#### Try it
Word for word, transcribe the records that follow.

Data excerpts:
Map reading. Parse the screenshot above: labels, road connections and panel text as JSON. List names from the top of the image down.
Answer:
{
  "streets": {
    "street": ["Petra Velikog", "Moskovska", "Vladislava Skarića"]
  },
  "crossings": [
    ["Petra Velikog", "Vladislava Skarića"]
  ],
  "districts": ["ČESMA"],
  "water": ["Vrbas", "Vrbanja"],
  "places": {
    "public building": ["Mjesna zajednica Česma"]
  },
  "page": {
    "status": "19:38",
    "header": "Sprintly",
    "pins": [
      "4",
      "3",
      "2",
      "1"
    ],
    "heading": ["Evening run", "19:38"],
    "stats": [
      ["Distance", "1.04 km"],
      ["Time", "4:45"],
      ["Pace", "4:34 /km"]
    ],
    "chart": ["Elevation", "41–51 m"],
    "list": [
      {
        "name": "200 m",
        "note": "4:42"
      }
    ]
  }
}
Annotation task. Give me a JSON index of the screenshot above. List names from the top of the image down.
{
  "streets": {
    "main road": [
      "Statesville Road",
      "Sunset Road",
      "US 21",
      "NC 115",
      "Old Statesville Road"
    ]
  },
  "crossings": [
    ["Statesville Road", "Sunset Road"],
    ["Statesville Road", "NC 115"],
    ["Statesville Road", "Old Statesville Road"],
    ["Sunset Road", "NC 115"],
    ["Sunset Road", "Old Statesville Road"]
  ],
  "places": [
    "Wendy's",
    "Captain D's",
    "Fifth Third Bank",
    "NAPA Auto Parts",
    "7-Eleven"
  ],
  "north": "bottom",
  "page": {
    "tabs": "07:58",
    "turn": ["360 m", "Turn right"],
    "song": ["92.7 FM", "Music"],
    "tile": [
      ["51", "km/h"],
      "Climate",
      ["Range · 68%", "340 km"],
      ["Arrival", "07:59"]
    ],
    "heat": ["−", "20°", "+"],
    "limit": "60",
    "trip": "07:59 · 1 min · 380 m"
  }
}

#### Result of the task
Map reading. Parse the screenshot above: labels, road connections and panel text as JSON. List names from the top of the image down.
Answer:
{
  "streets": {
    "street": ["Petra Velikog", "Moskovska", "Vladislava Skarića"]
  },
  "crossings": [
    ["Petra Velikog", "Vladislava Skarića"]
  ],
  "districts": ["ČESMA"],
  "water": ["Vrbas", "Vrbanja"],
  "places": {
    "public building": ["Mjesna zajednica Česma"]
  },
  "page": {
    "status": "19:38",
    "header": "Sprintly",
    "pins": [
      "4",
      "3",
      "2",
      "1"
    ],
    "heading": ["Evening run", "19:38"],
    "stats": [
      ["Distance", "1.04 km"],
      ["Time", "4:45"],
      ["Pace", "4:34 /km"]
    ],
    "chart": ["Elevation", "41–51 m"],
    "list": [
      {
        "name": "200 m",
        "note": "4:42"
      }
    ]
  }
}
Annotation task. Give me a JSON index of the screenshot above. List names from the top of the image down.
{
  "streets": {
    "main road": [
      "Statesville Road",
      "Sunset Road",
      "US 21",
      "NC 115",
      "Old Statesville Road"
    ]
  },
  "crossings": [
    ["Statesville Road", "Sunset Road"],
    ["Statesville Road", "NC 115"],
    ["Statesville Road", "Old Statesville Road"],
    ["Sunset Road", "NC 115"],
    ["Sunset Road", "Old Statesville Road"]
  ],
  "places": [
    "Wendy's",
    "Captain D's",
    "Fifth Third Bank",
    "NAPA Auto Parts",
    "7-Eleven"
  ],
  "north": "bottom",
  "page": {
    "tabs": "07:58",
    "turn": ["360 m", "Turn right"],
    "song": ["92.7 FM", "Music"],
    "tile": [
      ["51", "km/h"],
      "Climate",
      ["Range · 68%", "340 km"],
      ["Arrival", "07:59"]
    ],
    "heat": ["−", "20°", "+"],
    "limit": "60",
    "trip": "07:59 · 1 min · 380 m"
  }
}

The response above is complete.